Dataset records:
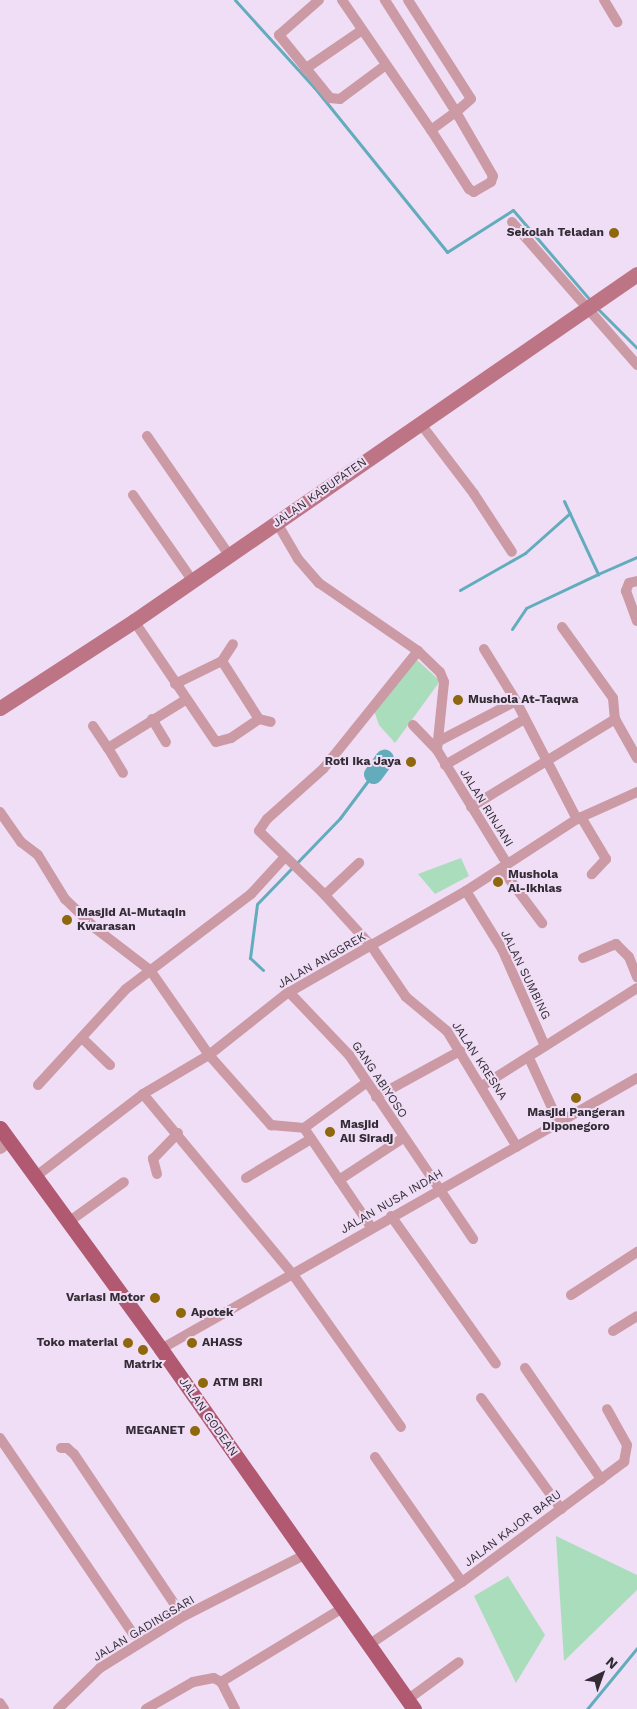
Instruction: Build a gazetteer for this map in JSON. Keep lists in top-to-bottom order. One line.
{"streets":{"main road":["JALAN KABUPATEN","JALAN GODEAN"],"street":["JALAN RINJANI","JALAN ANGGREK","JALAN SUMBING","JALAN KRESNA","GANG ABIYOSO","JALAN NUSA INDAH","JALAN KAJOR BARU","JALAN GADINGSARI"]},"crossings":[["JALAN RINJANI","JALAN ANGGREK"],["JALAN ANGGREK","JALAN SUMBING"],["JALAN ANGGREK","JALAN KRESNA"],["JALAN ANGGREK","GANG ABIYOSO"],["JALAN ANGGREK","JALAN GODEAN"],["JALAN KRESNA","JALAN NUSA INDAH"],["GANG ABIYOSO","JALAN NUSA INDAH"],["JALAN NUSA INDAH","JALAN GODEAN"],["JALAN GODEAN","JALAN KAJOR BARU"],["JALAN GODEAN","JALAN GADINGSARI"]],"places":["Sekolah Teladan","Mushola At-Taqwa","Roti Ika Jaya","Mushola Al-Ikhlas","Masjid Al-Mutaqin Kwarasan","Masjid Pangeran Diponegoro","Masjid Ali Siradj","Variasi Motor","Apotek","Toko material","AHASS","Matrix","ATM BRI","MEGANET"],"north":"top right"}
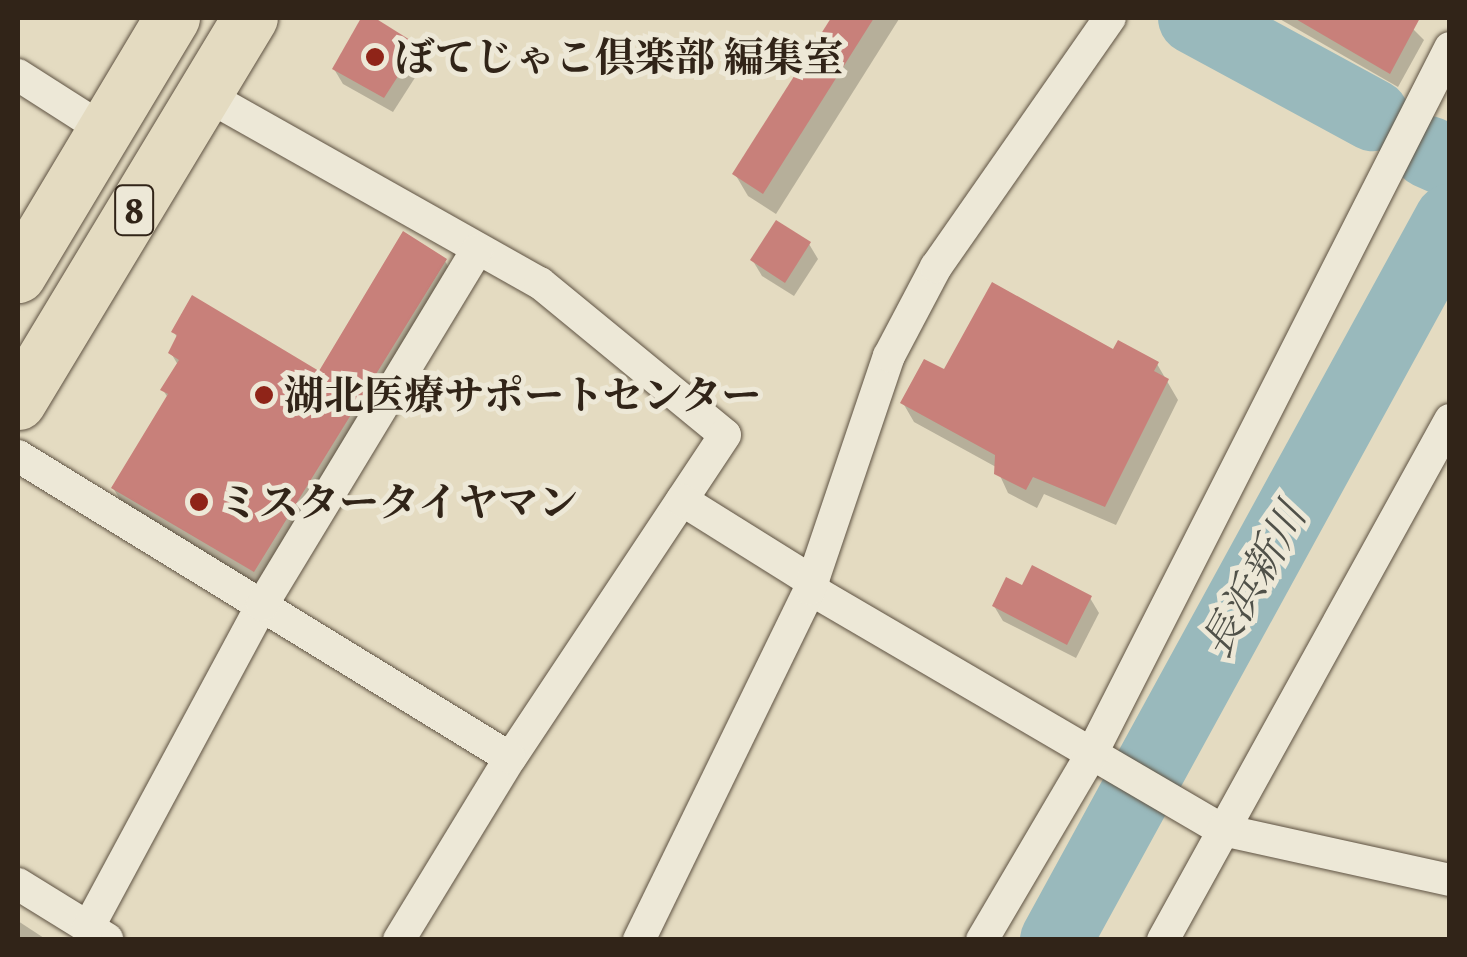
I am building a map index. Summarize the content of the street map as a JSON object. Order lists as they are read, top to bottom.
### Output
{
  "streets": {
    "highway": ["8"]
  },
  "water": ["長浜新川"],
  "places": ["ぼてじゃこ倶楽部 編集室", "湖北医療サポートセンター", "ミスタータイヤマン"]
}
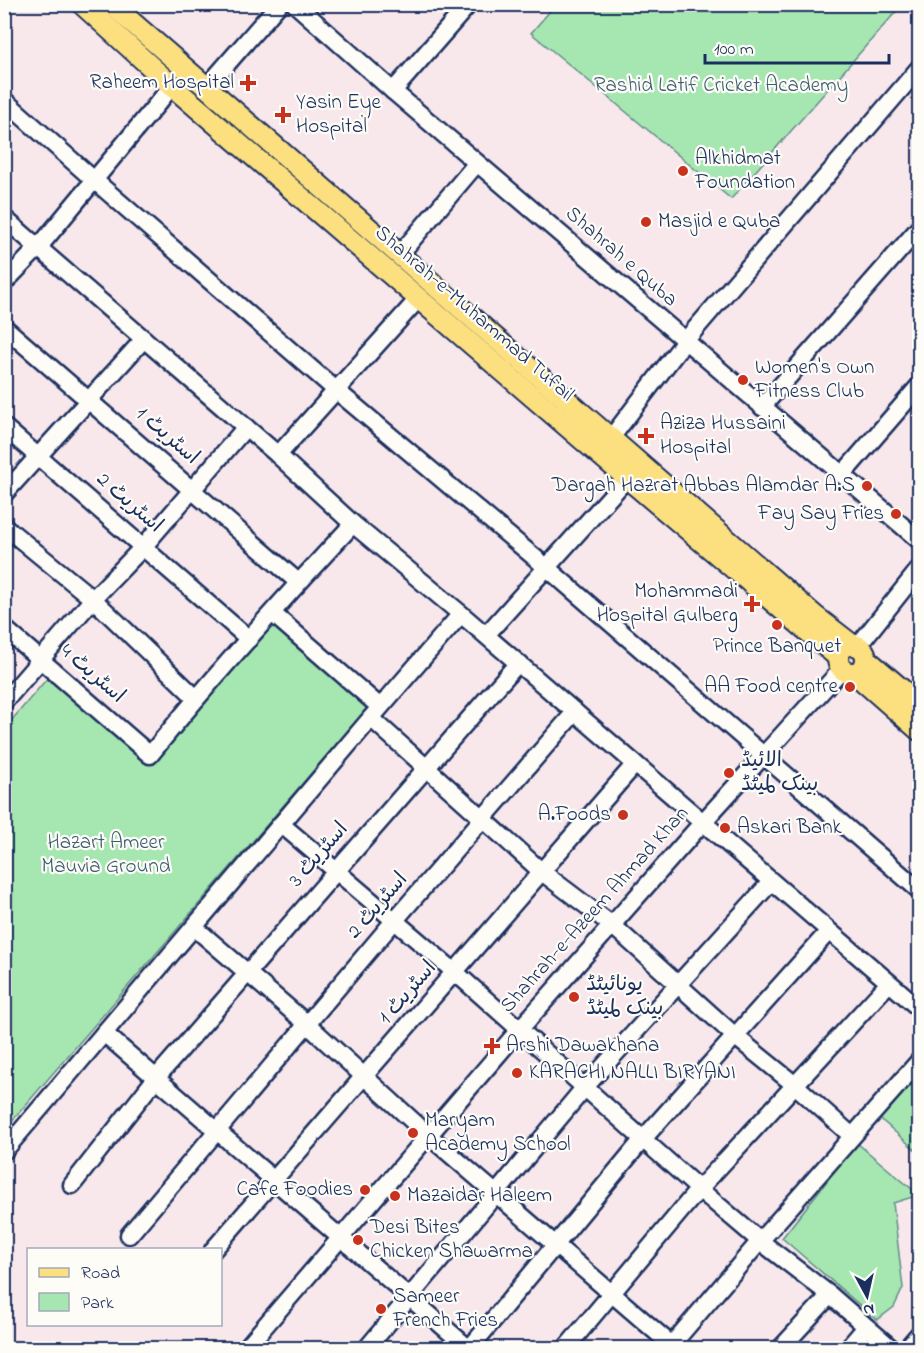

Required action:
Take every record and copy it word for word, dropping the pictures.

Result for this task:
Instruction: Build a gazetteer for this map in JSON. Keep lists in top-to-bottom order. One line.
{"streets":{"main road":["JALAN KABUPATEN","JALAN GODEAN"],"street":["JALAN RINJANI","JALAN ANGGREK","JALAN SUMBING","JALAN KRESNA","GANG ABIYOSO","JALAN NUSA INDAH","JALAN KAJOR BARU","JALAN GADINGSARI"]},"crossings":[["JALAN RINJANI","JALAN ANGGREK"],["JALAN ANGGREK","JALAN SUMBING"],["JALAN ANGGREK","JALAN KRESNA"],["JALAN ANGGREK","GANG ABIYOSO"],["JALAN ANGGREK","JALAN GODEAN"],["JALAN KRESNA","JALAN NUSA INDAH"],["GANG ABIYOSO","JALAN NUSA INDAH"],["JALAN NUSA INDAH","JALAN GODEAN"],["JALAN GODEAN","JALAN KAJOR BARU"],["JALAN GODEAN","JALAN GADINGSARI"]],"places":["Sekolah Teladan","Mushola At-Taqwa","Roti Ika Jaya","Mushola Al-Ikhlas","Masjid Al-Mutaqin Kwarasan","Masjid Pangeran Diponegoro","Masjid Ali Siradj","Variasi Motor","Apotek","Toko material","AHASS","Matrix","ATM BRI","MEGANET"],"north":"top right"}
I am building a map index. Summarize the content of the street map as a JSON object. Order lists as they are read, top to bottom.
### Output
{
  "streets": {
    "highway": ["8"]
  },
  "water": ["長浜新川"],
  "places": ["ぼてじゃこ倶楽部 編集室", "湖北医療サポートセンター", "ミスタータイヤマン"]
}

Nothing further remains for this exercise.